Characteristics of ethylene–air continuous rotating detonation in the cavity-based annular combustor

Abstract

Characteristics of continuous rotating detonation (CRD) in a cavity-based annular combustor are studied through three-dimensional simulations, which are solved in OpenFOAM with a skeletal chemical kinetics mechanism. The results show that the continuous rotating detonation wave (CRDW) attaches to the outer wall and detaches from the inner wall in the cavity-based annular combustor. A high-temperature recirculation zone is found in the cavity with reactive intermediate species in the cavity-based annular combustor.
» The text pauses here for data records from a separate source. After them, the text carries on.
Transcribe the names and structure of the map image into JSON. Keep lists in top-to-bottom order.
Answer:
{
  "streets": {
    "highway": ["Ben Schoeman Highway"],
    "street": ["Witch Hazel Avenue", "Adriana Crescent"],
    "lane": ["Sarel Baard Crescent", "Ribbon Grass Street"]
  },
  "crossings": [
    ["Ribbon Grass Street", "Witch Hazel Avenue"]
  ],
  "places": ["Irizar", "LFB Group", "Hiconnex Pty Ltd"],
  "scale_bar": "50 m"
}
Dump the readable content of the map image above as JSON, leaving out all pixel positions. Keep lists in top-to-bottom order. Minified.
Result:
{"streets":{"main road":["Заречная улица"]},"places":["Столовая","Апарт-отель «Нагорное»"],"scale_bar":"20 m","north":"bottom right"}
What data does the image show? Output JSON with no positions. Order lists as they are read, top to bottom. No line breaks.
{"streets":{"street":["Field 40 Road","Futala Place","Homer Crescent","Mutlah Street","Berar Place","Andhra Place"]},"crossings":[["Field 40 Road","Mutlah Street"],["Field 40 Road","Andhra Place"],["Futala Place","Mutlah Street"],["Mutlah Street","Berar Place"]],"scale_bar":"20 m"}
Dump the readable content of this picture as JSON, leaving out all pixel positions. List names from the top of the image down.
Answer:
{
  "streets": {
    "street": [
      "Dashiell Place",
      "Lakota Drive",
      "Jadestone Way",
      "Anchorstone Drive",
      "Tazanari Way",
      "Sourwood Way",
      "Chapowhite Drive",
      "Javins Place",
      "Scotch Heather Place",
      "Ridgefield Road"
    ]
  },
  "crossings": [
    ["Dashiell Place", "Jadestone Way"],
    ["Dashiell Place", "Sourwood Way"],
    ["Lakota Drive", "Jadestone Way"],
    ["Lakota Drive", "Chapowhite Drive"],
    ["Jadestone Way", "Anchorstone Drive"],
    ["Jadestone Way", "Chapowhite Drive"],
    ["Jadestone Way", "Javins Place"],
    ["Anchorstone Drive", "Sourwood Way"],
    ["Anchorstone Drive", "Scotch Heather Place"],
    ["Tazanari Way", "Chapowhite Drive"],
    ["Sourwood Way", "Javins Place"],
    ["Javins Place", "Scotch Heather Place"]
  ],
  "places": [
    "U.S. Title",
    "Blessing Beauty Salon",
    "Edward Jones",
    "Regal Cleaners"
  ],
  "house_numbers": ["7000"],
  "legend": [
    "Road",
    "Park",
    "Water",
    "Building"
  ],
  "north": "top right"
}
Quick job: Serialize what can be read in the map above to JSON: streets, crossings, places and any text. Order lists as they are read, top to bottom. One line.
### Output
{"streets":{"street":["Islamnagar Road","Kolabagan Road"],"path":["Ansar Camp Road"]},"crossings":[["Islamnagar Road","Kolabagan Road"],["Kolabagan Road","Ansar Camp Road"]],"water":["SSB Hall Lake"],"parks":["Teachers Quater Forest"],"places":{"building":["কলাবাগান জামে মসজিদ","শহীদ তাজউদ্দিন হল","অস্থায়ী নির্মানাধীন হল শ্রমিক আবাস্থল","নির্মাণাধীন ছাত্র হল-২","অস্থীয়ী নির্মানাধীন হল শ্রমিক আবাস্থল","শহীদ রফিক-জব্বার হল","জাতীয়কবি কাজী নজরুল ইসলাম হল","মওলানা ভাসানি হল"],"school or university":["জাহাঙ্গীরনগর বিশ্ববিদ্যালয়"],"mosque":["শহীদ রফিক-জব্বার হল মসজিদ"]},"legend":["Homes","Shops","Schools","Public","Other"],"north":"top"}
The cavity is identified as a high-temperature ignition source, which provides heat and active intermediate radicals enhancing the detonability of the combustible gases in front of the CRDW. Consequently, the propagation performance, the propulsive performance, and the detonation combustion intensity are promoted in the cavity-based annular combustor. The propagation mode of the CRDW transforms from an unstable mode to a single-wave mode with the application of cavity. As the cavity deepens from 0 to 15 mm, the propagation velocity significantly increases from 923.21 to 1662.81 m/s and the fuel-based specific impulse increases from 941.91 to 1044.48 s as the cavity depth varies from 0 to 15 mm. Furthermore, the detonation-dominant combustion fraction remarkably improves from 27.21% to 62.29%.